● EXERCISE DATA:
- Opening Delimiter -

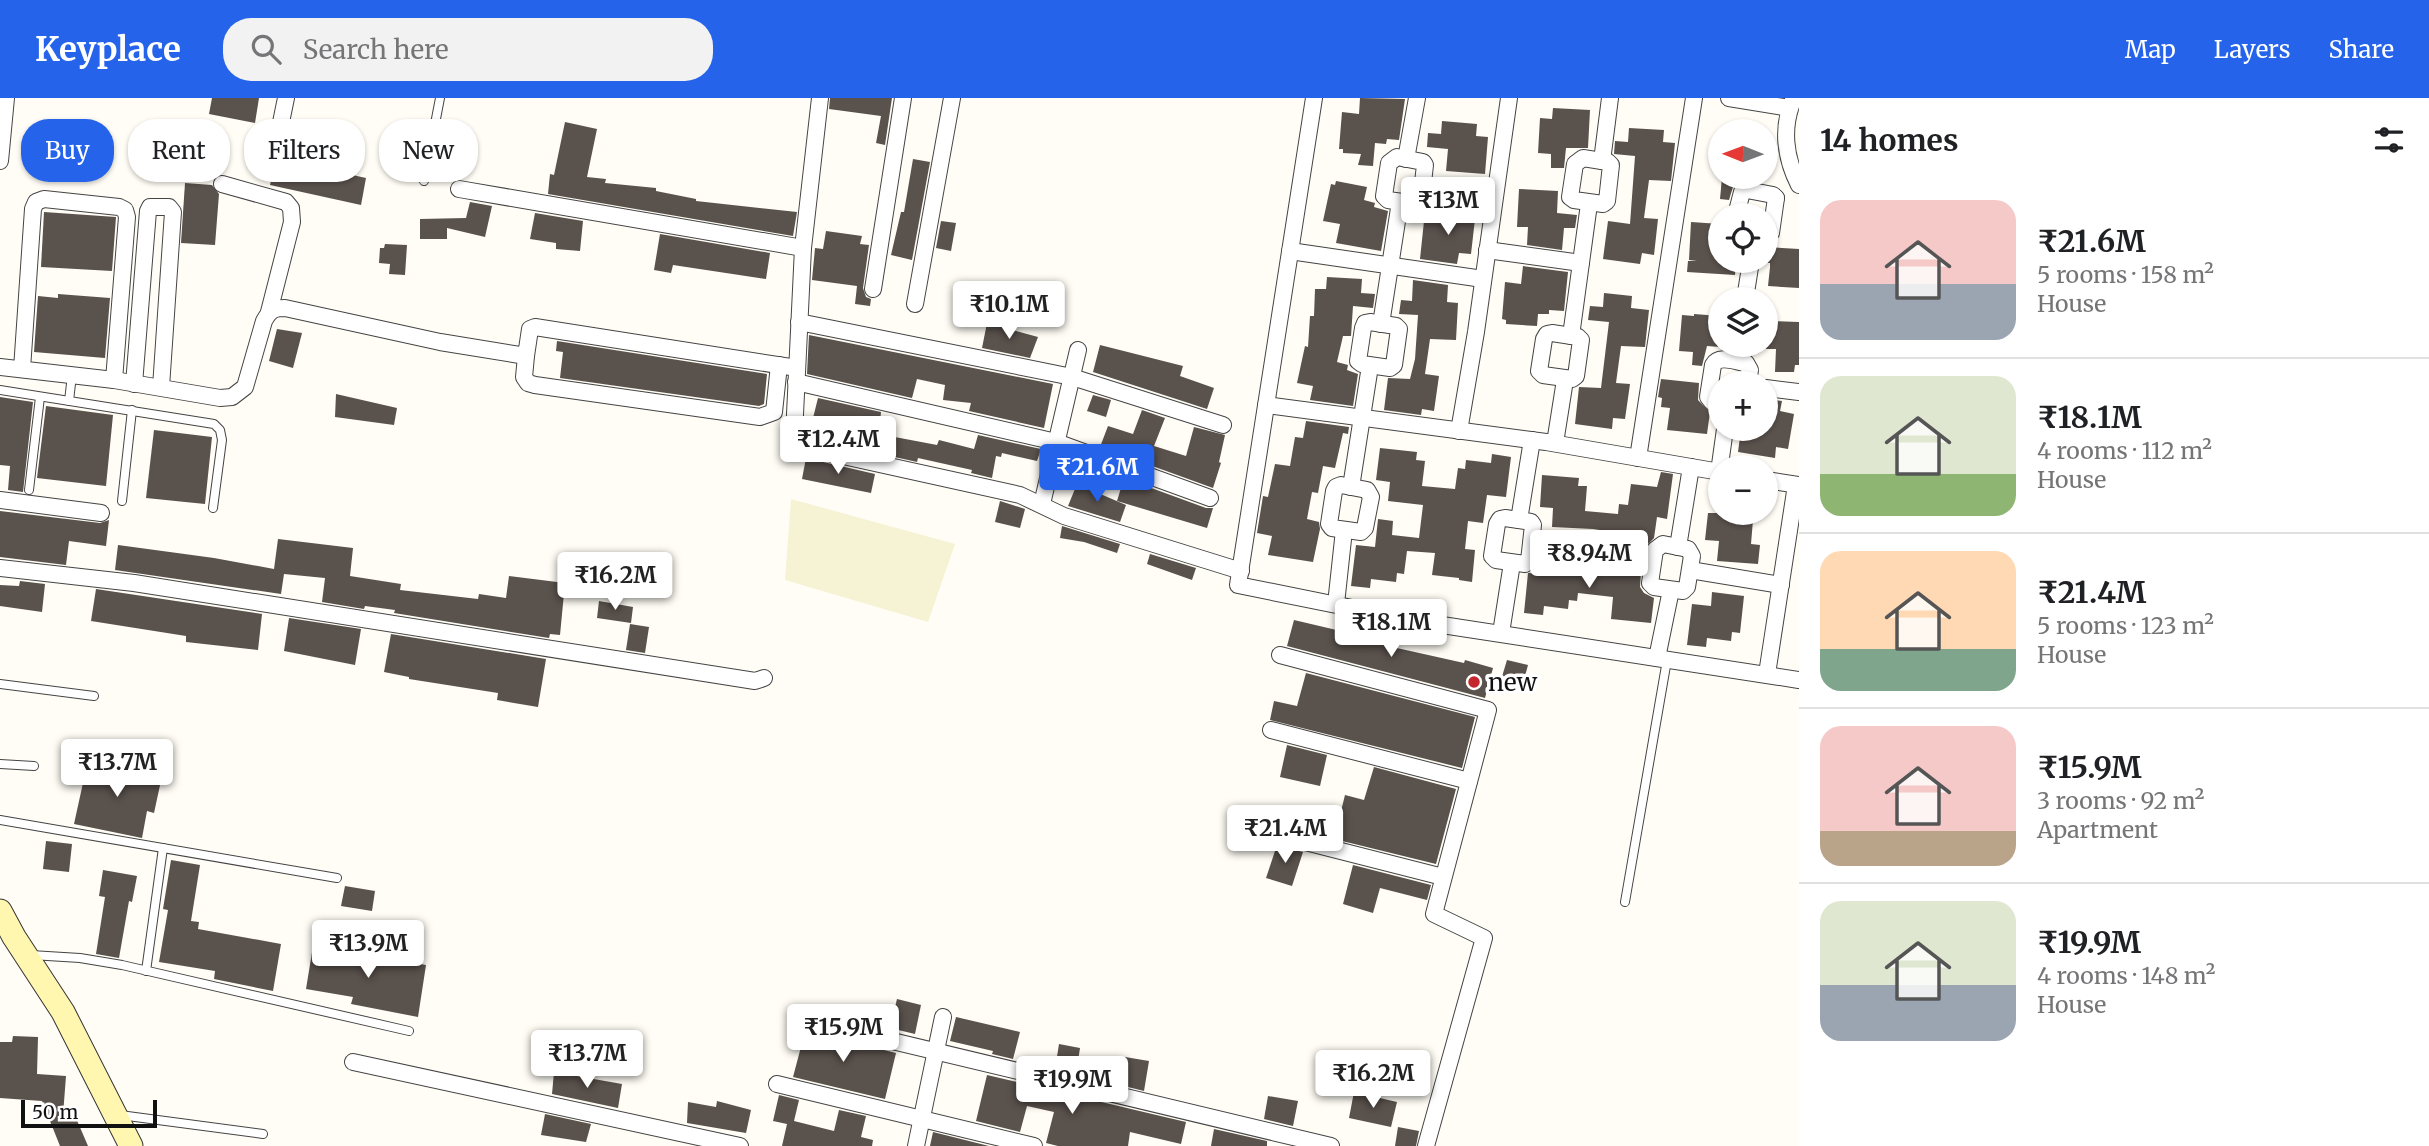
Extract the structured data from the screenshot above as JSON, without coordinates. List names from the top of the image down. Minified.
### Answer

- Closing Delimiter -
- Opening Delimiter -

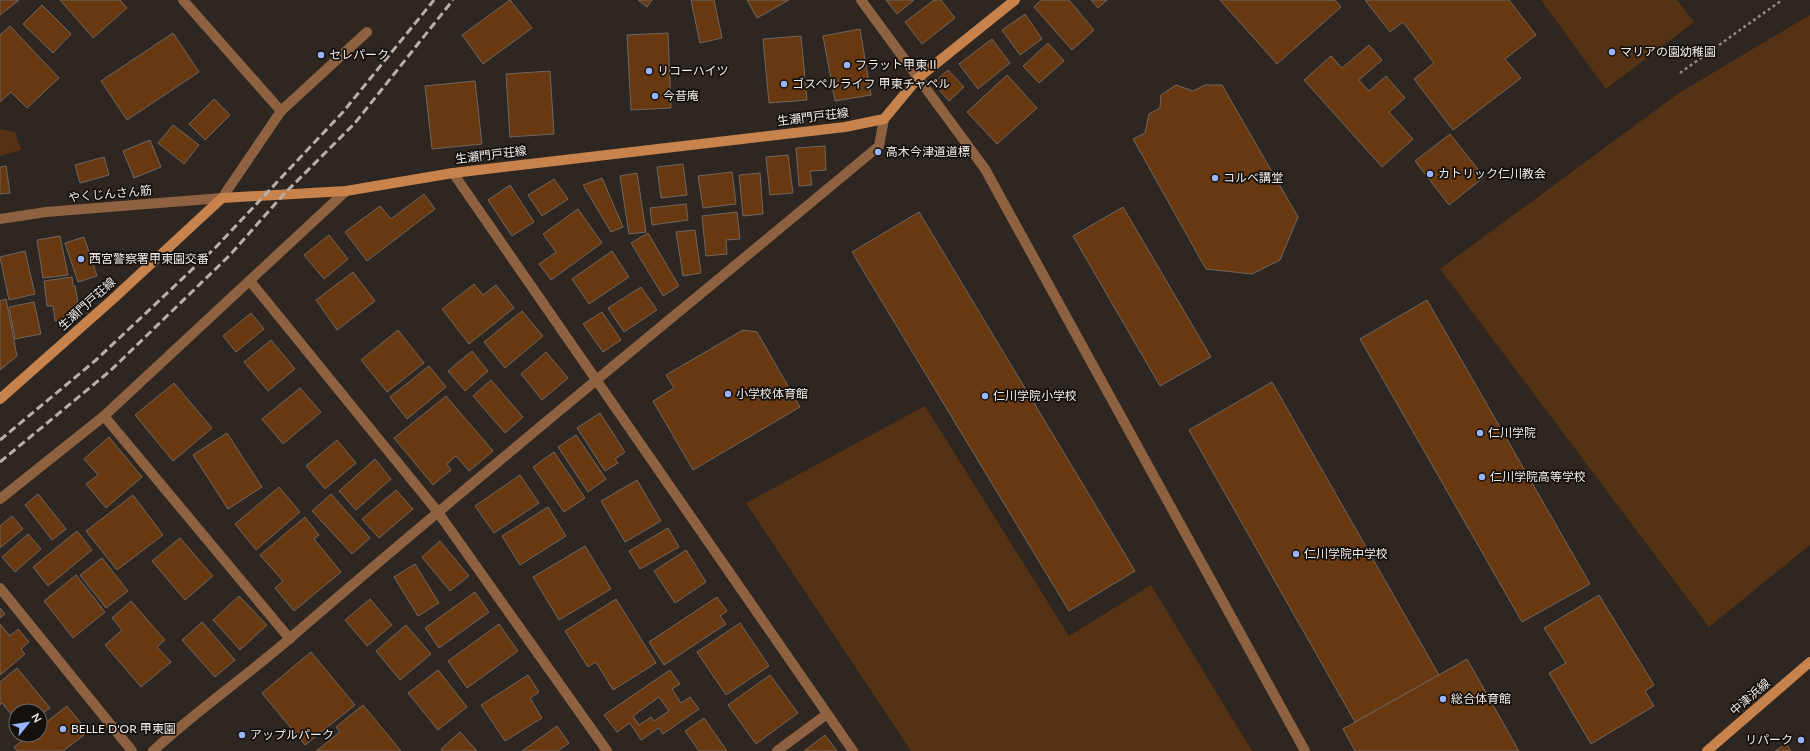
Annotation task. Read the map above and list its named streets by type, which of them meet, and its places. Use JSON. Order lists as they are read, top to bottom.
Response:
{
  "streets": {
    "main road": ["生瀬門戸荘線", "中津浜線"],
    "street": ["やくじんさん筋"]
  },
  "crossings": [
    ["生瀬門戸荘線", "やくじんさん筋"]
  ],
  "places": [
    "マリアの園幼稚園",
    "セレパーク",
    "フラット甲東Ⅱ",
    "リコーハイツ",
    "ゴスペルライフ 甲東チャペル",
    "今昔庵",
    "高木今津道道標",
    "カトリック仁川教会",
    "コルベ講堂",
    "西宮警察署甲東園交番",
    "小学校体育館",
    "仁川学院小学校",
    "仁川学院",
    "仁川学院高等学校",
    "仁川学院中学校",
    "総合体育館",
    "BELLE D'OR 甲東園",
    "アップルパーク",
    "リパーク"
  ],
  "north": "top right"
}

- Closing Delimiter -

● DIRECTIONS FOR THIS TASK: Scan the records for the word "above", and copy each line where it is found.

● PROBLEM SOLUTION:
Extract the structured data from the screenshot above as JSON, without coordinates. List names from the top of the image down. Minified.
Annotation task. Read the map above and list its named streets by type, which of them meet, and its places. Use JSON. Order lists as they are read, top to bottom.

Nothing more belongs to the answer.